これでハンナを出し抜ける!心の底からそう思った。地味なくせにロートヴァルト辺境伯という権力まで手に入れたハンナを見返してやろう。

そう思って、二年間かけて準備してきた。

この戦いは、その総仕上げとなるはずだったのだ。


ーー……なのに。


なのにナディアは石を投げつけられ、罵倒され、惨めな思いをしている。


ーー私の何が悪いって言うの?!


ナディアは、泣きそうになるのを必死で堪えていた。


「それくらいにしておけ!」

「隊長!」


奥の方から年嵩の体格の良い男性がやってきた。すると、石を投げつける行動がぴたりと止んだ。騎士達は気まずそうに視線を泳がせている。

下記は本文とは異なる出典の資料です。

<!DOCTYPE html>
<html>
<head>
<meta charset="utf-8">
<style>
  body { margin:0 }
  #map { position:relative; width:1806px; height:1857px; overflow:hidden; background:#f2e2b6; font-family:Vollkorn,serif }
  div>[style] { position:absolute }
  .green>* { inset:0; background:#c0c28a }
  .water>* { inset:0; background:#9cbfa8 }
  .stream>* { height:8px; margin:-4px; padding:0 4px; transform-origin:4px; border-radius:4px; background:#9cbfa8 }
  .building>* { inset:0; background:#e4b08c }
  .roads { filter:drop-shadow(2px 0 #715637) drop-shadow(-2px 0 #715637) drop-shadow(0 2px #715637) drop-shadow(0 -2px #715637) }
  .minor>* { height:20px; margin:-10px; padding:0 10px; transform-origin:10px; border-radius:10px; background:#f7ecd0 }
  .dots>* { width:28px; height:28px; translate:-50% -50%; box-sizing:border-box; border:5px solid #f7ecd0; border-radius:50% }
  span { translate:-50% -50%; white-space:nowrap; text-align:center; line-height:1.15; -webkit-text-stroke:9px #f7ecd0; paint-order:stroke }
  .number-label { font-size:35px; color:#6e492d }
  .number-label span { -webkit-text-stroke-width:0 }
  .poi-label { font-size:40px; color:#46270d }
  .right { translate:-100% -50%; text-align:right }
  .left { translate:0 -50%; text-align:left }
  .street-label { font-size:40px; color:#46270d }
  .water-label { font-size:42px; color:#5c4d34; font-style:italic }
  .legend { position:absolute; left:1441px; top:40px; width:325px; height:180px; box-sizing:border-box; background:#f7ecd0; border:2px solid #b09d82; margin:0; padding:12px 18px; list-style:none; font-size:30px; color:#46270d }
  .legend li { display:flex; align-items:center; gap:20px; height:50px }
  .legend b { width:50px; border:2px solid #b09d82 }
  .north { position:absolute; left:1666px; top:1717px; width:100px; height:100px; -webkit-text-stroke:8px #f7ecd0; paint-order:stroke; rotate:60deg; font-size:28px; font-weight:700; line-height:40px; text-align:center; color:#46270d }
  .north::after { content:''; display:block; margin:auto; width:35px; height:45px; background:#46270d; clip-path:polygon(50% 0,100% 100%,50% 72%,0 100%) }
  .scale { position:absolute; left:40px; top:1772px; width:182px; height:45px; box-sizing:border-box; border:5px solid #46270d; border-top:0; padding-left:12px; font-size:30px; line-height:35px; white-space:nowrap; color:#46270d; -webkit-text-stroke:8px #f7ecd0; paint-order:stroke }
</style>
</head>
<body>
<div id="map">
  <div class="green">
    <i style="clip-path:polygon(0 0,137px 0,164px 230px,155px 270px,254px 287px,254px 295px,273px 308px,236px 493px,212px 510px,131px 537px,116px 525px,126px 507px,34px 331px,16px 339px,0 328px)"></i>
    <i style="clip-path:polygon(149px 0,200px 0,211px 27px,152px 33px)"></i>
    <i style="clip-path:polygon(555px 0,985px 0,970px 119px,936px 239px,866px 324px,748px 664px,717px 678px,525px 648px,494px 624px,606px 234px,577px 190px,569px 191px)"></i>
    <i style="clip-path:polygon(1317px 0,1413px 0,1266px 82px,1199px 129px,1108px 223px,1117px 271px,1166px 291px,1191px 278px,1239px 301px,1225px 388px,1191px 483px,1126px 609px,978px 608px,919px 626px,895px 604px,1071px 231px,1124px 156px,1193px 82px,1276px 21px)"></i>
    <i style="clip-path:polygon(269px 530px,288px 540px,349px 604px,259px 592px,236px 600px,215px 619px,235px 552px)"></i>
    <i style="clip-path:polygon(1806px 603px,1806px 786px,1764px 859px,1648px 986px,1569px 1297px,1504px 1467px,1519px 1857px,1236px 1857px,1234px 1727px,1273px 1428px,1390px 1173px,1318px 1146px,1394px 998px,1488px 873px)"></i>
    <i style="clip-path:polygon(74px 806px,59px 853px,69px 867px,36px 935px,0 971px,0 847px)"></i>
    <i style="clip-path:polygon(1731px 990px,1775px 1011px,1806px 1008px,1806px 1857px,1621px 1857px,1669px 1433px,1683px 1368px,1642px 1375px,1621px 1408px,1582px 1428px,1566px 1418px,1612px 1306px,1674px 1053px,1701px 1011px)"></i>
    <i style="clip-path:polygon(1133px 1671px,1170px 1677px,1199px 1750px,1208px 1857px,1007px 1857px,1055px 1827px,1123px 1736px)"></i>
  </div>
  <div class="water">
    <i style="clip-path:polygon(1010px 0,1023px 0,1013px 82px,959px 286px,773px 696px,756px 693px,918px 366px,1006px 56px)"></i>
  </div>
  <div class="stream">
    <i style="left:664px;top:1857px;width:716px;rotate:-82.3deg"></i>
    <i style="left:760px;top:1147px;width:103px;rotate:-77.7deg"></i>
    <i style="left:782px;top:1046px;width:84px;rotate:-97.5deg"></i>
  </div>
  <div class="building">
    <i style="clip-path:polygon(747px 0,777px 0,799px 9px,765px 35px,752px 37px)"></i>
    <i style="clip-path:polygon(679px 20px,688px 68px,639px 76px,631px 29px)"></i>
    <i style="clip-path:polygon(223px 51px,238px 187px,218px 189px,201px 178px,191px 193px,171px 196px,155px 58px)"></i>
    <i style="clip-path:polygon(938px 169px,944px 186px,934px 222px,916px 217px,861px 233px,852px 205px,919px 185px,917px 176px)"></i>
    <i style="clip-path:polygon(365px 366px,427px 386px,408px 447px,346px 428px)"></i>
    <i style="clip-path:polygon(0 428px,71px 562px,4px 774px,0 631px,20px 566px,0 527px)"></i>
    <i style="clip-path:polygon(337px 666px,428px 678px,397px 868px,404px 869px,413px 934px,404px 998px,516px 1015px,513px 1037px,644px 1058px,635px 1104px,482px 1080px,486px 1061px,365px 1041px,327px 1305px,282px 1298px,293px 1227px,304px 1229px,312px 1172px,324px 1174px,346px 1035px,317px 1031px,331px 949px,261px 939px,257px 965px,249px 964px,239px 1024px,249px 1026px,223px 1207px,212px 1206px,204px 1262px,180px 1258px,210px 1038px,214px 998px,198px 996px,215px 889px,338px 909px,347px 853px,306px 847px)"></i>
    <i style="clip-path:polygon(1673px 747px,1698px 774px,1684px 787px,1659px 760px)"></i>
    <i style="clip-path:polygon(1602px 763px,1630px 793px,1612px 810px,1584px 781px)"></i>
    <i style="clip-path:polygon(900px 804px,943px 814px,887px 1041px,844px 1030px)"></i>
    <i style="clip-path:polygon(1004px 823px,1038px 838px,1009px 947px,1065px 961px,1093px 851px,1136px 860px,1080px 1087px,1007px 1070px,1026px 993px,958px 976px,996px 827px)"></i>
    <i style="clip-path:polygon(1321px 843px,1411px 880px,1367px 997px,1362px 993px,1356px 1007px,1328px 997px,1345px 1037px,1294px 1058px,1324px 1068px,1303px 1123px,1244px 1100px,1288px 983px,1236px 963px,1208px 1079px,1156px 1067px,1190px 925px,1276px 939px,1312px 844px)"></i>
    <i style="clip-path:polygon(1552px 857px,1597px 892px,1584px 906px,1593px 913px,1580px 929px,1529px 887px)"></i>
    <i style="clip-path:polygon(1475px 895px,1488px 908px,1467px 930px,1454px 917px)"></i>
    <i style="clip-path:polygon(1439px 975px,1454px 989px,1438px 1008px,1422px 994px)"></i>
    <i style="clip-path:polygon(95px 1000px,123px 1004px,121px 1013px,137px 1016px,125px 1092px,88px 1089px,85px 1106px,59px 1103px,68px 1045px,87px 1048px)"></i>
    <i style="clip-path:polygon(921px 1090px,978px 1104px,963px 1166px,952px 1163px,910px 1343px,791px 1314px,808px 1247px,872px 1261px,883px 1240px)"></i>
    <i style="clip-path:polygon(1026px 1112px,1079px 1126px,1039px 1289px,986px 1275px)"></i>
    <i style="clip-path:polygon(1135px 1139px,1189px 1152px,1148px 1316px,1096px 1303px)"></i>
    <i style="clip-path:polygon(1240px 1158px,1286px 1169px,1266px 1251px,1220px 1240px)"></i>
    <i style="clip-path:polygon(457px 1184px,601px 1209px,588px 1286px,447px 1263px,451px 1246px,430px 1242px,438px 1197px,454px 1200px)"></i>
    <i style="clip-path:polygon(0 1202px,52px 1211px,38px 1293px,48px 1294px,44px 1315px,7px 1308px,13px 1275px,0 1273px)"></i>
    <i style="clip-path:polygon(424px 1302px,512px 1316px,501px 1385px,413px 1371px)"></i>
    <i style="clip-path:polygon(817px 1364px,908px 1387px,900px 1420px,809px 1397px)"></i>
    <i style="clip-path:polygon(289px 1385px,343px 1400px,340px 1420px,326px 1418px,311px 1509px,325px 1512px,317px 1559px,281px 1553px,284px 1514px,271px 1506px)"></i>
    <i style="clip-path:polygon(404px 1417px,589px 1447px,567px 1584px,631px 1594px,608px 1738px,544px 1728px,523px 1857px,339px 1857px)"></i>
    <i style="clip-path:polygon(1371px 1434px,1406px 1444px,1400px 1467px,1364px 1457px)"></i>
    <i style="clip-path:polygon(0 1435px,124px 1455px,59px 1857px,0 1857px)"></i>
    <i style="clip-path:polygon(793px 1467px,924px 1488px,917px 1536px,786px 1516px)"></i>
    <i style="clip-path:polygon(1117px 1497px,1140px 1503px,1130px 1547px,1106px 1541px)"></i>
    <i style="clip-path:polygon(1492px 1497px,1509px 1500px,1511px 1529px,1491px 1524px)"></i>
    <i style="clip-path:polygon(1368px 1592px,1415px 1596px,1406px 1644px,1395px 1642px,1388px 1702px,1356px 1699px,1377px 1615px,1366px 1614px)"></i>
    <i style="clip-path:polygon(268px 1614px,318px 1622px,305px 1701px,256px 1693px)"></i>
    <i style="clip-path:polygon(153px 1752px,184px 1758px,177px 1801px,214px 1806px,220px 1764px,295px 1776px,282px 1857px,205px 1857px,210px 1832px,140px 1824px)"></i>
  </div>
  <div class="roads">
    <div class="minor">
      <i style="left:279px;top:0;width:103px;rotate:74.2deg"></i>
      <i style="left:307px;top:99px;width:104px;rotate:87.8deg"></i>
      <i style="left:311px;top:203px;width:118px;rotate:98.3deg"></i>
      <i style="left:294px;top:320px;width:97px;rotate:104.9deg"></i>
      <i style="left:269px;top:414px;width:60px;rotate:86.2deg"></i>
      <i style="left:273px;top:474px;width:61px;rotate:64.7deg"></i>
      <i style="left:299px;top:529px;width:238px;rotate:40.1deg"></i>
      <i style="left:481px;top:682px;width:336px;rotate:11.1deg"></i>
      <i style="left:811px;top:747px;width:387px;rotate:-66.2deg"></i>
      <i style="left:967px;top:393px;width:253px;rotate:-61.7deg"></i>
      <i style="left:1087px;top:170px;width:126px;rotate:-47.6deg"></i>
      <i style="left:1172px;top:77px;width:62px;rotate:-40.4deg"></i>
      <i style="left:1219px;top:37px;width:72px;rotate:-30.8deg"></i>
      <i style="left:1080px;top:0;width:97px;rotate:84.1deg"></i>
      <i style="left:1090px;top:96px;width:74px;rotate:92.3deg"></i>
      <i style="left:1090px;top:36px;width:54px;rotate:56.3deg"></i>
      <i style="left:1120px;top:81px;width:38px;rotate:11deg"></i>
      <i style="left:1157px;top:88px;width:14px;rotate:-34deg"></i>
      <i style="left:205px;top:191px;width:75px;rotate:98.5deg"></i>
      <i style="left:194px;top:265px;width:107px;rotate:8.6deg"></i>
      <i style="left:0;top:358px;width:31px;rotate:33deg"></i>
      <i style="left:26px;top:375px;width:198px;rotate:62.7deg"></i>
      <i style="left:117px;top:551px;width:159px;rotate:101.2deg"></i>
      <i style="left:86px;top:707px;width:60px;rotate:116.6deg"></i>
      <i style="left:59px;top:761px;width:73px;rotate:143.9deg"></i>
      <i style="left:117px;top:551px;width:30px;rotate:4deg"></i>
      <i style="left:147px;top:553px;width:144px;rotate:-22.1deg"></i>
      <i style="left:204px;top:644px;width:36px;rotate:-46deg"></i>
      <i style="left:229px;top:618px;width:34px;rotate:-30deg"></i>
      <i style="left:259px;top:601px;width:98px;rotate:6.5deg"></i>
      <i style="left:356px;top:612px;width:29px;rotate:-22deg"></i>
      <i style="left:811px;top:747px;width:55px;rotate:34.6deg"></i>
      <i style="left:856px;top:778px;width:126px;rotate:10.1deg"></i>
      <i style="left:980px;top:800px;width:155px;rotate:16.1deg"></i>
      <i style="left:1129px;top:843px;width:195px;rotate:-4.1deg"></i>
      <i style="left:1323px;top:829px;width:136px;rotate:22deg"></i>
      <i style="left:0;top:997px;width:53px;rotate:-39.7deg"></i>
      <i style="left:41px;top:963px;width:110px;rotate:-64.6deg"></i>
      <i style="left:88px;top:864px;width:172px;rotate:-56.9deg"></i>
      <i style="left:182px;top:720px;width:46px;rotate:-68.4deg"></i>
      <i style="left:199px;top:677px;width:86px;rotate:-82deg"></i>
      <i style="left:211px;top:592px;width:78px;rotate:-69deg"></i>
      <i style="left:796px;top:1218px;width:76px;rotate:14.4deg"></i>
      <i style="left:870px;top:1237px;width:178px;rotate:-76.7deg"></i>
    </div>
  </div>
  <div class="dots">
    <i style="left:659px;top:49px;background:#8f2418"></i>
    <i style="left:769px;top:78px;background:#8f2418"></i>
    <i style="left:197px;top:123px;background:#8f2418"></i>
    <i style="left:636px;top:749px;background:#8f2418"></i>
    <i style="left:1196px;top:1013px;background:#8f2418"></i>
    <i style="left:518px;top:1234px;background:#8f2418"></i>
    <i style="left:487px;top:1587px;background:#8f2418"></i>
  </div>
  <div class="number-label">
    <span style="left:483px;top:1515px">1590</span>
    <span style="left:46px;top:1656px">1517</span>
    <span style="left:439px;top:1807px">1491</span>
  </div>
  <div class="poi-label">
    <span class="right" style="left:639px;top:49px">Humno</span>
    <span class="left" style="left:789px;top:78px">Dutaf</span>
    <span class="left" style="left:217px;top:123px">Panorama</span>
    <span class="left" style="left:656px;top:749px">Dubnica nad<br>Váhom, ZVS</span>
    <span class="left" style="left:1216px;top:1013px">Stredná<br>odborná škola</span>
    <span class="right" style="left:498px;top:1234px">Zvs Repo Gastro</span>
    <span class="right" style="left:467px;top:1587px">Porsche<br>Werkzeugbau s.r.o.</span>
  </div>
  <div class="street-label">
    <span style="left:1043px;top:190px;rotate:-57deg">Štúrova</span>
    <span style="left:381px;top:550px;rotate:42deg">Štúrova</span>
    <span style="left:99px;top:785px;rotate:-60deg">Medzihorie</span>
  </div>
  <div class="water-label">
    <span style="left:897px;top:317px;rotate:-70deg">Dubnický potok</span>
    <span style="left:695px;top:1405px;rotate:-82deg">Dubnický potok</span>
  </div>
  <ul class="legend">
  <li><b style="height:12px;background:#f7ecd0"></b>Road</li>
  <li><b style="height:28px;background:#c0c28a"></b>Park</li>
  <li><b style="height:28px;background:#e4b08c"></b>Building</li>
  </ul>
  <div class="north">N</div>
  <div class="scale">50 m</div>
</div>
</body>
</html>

「そんなヤツに構っている暇があったら一人でも多くの仲間の手当てをしろ。」

「はい!」


鶴の一声で、騎士達はテキパキと行動していく。


「ふん。いい気になるのも今のうちだけよ。」


ナディアはまだ強気な態度でそう言った。しかし、誰も相手にしない。ナディアの言葉など耳に入っていないのだ。ナディアは、隊長と呼ばれた男性の前にやってきた。


「貴方だけは褒めてあげる。ジクフリード様から褒美を与えて差し上げますわ。」

「いえ結構です。」

「は?」


予想外の答えにナディアは驚愕した。隊長はナディアの方を見る事なく、手際良く作業を進めていく。


「貴方と話す時間さえ惜しい。邪魔にならない場所にいてくれませんか。」


そう言ってナディアを避けるように去っていった。


「なによ……。なによなによ!」


取り残されたナディアは悔しくて下唇を噛み締めた。